▽

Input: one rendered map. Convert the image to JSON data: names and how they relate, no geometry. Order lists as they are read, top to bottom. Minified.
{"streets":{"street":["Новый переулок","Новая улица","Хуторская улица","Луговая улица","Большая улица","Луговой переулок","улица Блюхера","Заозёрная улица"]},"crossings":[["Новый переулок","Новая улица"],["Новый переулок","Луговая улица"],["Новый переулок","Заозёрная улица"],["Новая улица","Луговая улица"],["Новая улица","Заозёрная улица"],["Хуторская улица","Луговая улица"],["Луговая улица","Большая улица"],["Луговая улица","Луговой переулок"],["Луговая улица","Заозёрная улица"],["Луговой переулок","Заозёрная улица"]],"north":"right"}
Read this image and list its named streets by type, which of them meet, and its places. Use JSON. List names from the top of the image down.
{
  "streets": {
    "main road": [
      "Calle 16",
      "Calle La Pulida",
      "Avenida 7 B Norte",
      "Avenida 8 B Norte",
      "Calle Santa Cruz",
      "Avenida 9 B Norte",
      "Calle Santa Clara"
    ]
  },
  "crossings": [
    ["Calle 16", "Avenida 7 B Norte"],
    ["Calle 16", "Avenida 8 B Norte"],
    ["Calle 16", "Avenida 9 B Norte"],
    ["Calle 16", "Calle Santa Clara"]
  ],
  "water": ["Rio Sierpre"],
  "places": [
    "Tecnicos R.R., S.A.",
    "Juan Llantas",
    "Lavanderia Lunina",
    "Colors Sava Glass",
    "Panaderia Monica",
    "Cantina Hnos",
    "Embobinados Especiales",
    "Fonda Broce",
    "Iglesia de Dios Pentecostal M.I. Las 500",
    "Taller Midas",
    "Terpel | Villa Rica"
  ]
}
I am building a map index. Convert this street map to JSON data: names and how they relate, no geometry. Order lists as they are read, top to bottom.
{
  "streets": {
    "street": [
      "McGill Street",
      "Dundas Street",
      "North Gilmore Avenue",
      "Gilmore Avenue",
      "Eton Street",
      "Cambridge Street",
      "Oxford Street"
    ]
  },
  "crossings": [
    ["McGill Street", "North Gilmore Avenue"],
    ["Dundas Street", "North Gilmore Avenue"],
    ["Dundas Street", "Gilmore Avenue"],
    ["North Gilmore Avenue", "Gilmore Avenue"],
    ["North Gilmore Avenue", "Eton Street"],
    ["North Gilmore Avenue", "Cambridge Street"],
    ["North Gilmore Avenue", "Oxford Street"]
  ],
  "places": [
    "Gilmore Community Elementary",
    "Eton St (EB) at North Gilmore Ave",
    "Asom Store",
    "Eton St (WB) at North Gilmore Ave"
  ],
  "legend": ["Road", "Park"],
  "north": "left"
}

△

Repeat the entries above verbatim.

Input: one rendered map. Convert the image to JSON data: names and how they relate, no geometry. Order lists as they are read, top to bottom. Minified.
{"streets":{"street":["Новый переулок","Новая улица","Хуторская улица","Луговая улица","Большая улица","Луговой переулок","улица Блюхера","Заозёрная улица"]},"crossings":[["Новый переулок","Новая улица"],["Новый переулок","Луговая улица"],["Новый переулок","Заозёрная улица"],["Новая улица","Луговая улица"],["Новая улица","Заозёрная улица"],["Хуторская улица","Луговая улица"],["Луговая улица","Большая улица"],["Луговая улица","Луговой переулок"],["Луговая улица","Заозёрная улица"],["Луговой переулок","Заозёрная улица"]],"north":"right"}
Read this image and list its named streets by type, which of them meet, and its places. Use JSON. List names from the top of the image down.
{
  "streets": {
    "main road": [
      "Calle 16",
      "Calle La Pulida",
      "Avenida 7 B Norte",
      "Avenida 8 B Norte",
      "Calle Santa Cruz",
      "Avenida 9 B Norte",
      "Calle Santa Clara"
    ]
  },
  "crossings": [
    ["Calle 16", "Avenida 7 B Norte"],
    ["Calle 16", "Avenida 8 B Norte"],
    ["Calle 16", "Avenida 9 B Norte"],
    ["Calle 16", "Calle Santa Clara"]
  ],
  "water": ["Rio Sierpre"],
  "places": [
    "Tecnicos R.R., S.A.",
    "Juan Llantas",
    "Lavanderia Lunina",
    "Colors Sava Glass",
    "Panaderia Monica",
    "Cantina Hnos",
    "Embobinados Especiales",
    "Fonda Broce",
    "Iglesia de Dios Pentecostal M.I. Las 500",
    "Taller Midas",
    "Terpel | Villa Rica"
  ]
}
I am building a map index. Convert this street map to JSON data: names and how they relate, no geometry. Order lists as they are read, top to bottom.
{
  "streets": {
    "street": [
      "McGill Street",
      "Dundas Street",
      "North Gilmore Avenue",
      "Gilmore Avenue",
      "Eton Street",
      "Cambridge Street",
      "Oxford Street"
    ]
  },
  "crossings": [
    ["McGill Street", "North Gilmore Avenue"],
    ["Dundas Street", "North Gilmore Avenue"],
    ["Dundas Street", "Gilmore Avenue"],
    ["North Gilmore Avenue", "Gilmore Avenue"],
    ["North Gilmore Avenue", "Eton Street"],
    ["North Gilmore Avenue", "Cambridge Street"],
    ["North Gilmore Avenue", "Oxford Street"]
  ],
  "places": [
    "Gilmore Community Elementary",
    "Eton St (EB) at North Gilmore Ave",
    "Asom Store",
    "Eton St (WB) at North Gilmore Ave"
  ],
  "legend": ["Road", "Park"],
  "north": "left"
}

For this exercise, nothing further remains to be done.